Elsewhere on the island, the port of Guillermon Moncada in Santiago de Cuba began construction on a new multi-purpose port terminal. The project is being financed with $120 million dollars of Chinese financing.
Carnival Corp. CEO Arnold Donald states that his company’s research suggests a huge pent up demand for the Cuba experience which Carnival and other U.S. based lines will undoubtedly seek to capitalize on once the embargo is lifted.
Cuba continues to move the dial on regional tourism despite its limited access for U.S. visitor travel. In 2015 it reports 3.52 million visitors, up 17.4 percent from 2014. U.S. citizen visits rose 77 percent to 161,000, not counting hundreds of thousands of Cuban-Americans returning to the island on family related travel. By all reports accommodations availability is extremely limited, spurring the Cuban Tourism Ministry’s plans to increase the number of tourist accommodations to 85,000 by 2020.
Cuba’s impact on regional tourism can spill over benefits to other Caribbean countries, if there is strategic thought given as to how best to build on the interest generated by this regional player.
In December Air China initiated a direct flight from Beijing to Havana. China is now the number one source country for international tourism and the world’s largest spender on international tourism. It is the surrounding Asian countries that have benefitted most from this activity. However, today’s reality will not be tomorrow’s. Chinese tourism in Cuba surpassed 25,000 in 2015 and Air China is apparently anticipating that number to grow. Familiarizing the Chinese market to Caribbean offerings will reap dividends for countries that seize the initiative and structure product offering to this new visitor universe.
The Bahamian Ministry of Tourism announced its intent to develop a multi destination marketing agreement with Cuba. Initially the U.S. decision to normalize relations with Cuba was viewed as a threat, however the tourism ministry now sees opportunity and is repositioning to take advantage of the opportunity to expand Bahamian tourism through collaborative marketing with Cuba.
Air China’s entrance into the Caribbean market and the Bahamian strategy portends opportunities for both Cuba and the Bahamas. It leverages the significant investment Chinese based companies have made in the Bahamas.
China’s Exim Bank financed much of the $3.5 billion investment in the Baha Mar Ltd. Resort and Casino. China Construction America, the U.S. subsidiary of China State Construction Engineering Corporation, owns the British Colonia Hilton Nassau hotel and has a “master plan” for redeveloping downtown Nassau. Hutchison Whampoa, a conglomerate from Hong Kong, owns the large container terminal on the island of Grand Bahama as well as 50 percent of the Grand Bahama International Airport and Freeport Harbour and manages both facilities. It also owns Grand Bahamas’ largest resort property, the Grand Lucaya Hotel.

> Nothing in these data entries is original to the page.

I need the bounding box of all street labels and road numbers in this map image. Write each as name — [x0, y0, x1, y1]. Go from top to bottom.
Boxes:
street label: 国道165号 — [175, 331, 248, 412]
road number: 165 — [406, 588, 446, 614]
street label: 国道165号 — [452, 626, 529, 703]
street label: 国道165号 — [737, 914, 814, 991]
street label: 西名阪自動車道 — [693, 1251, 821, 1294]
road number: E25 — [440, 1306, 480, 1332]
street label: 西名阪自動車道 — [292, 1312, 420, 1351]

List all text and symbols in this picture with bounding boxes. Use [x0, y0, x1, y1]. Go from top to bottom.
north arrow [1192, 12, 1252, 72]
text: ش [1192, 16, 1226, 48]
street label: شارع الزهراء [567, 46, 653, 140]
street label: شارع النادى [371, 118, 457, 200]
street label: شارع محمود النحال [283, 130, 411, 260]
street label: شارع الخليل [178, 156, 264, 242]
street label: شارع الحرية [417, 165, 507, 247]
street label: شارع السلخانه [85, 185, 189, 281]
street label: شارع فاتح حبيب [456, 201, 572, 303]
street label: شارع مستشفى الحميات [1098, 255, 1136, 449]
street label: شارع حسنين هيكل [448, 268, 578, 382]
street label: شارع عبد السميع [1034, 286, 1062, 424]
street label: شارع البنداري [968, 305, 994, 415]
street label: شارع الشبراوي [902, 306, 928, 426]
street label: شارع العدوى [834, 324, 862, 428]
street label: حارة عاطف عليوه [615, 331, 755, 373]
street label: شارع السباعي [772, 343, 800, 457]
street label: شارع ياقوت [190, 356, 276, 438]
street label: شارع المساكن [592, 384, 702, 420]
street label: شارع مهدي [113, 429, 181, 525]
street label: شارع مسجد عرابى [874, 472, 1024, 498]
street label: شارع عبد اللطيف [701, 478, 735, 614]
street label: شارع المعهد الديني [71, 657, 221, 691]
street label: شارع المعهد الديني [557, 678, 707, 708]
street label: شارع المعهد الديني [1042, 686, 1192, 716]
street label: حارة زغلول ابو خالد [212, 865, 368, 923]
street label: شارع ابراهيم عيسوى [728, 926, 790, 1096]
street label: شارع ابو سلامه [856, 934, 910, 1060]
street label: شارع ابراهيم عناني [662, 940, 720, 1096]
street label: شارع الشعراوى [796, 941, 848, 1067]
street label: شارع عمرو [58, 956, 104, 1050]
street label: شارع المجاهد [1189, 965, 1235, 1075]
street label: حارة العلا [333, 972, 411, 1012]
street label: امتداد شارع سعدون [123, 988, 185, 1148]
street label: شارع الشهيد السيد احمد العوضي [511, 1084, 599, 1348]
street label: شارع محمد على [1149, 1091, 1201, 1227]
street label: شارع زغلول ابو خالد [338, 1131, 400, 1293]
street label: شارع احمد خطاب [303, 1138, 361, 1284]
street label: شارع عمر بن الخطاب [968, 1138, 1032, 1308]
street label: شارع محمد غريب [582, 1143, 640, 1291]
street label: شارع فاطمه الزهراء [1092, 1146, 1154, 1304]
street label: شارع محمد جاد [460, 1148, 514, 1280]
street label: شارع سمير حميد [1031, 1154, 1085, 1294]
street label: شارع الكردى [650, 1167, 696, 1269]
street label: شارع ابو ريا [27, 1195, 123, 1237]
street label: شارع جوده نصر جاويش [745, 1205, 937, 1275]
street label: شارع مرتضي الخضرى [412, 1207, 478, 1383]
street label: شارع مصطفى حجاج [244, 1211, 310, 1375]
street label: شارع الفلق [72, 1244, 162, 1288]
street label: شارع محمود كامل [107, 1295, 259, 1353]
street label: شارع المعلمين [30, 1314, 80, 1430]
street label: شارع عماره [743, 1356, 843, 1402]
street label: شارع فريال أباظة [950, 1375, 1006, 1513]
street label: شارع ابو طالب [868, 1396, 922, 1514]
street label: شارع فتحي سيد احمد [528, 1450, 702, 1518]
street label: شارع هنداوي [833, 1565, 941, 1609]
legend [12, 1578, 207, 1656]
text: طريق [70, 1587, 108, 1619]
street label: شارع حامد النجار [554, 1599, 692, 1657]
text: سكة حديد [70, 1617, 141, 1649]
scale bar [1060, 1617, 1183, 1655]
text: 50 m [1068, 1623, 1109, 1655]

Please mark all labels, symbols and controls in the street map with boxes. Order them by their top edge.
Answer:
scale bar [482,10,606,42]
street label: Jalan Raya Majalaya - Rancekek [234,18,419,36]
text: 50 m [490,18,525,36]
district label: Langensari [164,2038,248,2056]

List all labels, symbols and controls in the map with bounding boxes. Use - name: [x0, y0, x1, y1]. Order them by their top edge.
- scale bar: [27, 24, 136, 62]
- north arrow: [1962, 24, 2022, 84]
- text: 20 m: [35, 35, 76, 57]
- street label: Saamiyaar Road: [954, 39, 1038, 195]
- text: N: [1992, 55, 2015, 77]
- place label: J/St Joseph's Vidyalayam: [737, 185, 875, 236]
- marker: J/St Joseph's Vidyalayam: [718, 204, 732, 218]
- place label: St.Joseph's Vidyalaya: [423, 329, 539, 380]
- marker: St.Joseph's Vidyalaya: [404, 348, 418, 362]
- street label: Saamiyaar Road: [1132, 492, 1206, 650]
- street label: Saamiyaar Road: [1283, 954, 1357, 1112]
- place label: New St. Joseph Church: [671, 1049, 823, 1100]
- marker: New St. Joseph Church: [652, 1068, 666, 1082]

Other Caribbean destinations will build off this and other initiatives that increase visitor traffic to the region because of this kind of strategic and collaborative effort leveraging Cuba’s tourism initiatives. These efforts, however, require thought to best align competitive advantage with market opportunity. What is certain is that a reliance on market formula, which may have produced benefit in past years, will not suffice to address the challenges of new regional competition and positioning.
The Virgin Islands’ tourism product can indeed be that driver that reinvigorates the economy and allows sustained recovery from the economic contractions of the past seven years. Using tourism’s ability to deliver long-term growth as well as to contribute to economic recovery requires redoubling our efforts to strategically differentiate and deliver a professional product. Doing so will enhance the competitiveness and sophistication of that product and contribute to insulating our tourism industry from the competitive forces at play in the region and globally.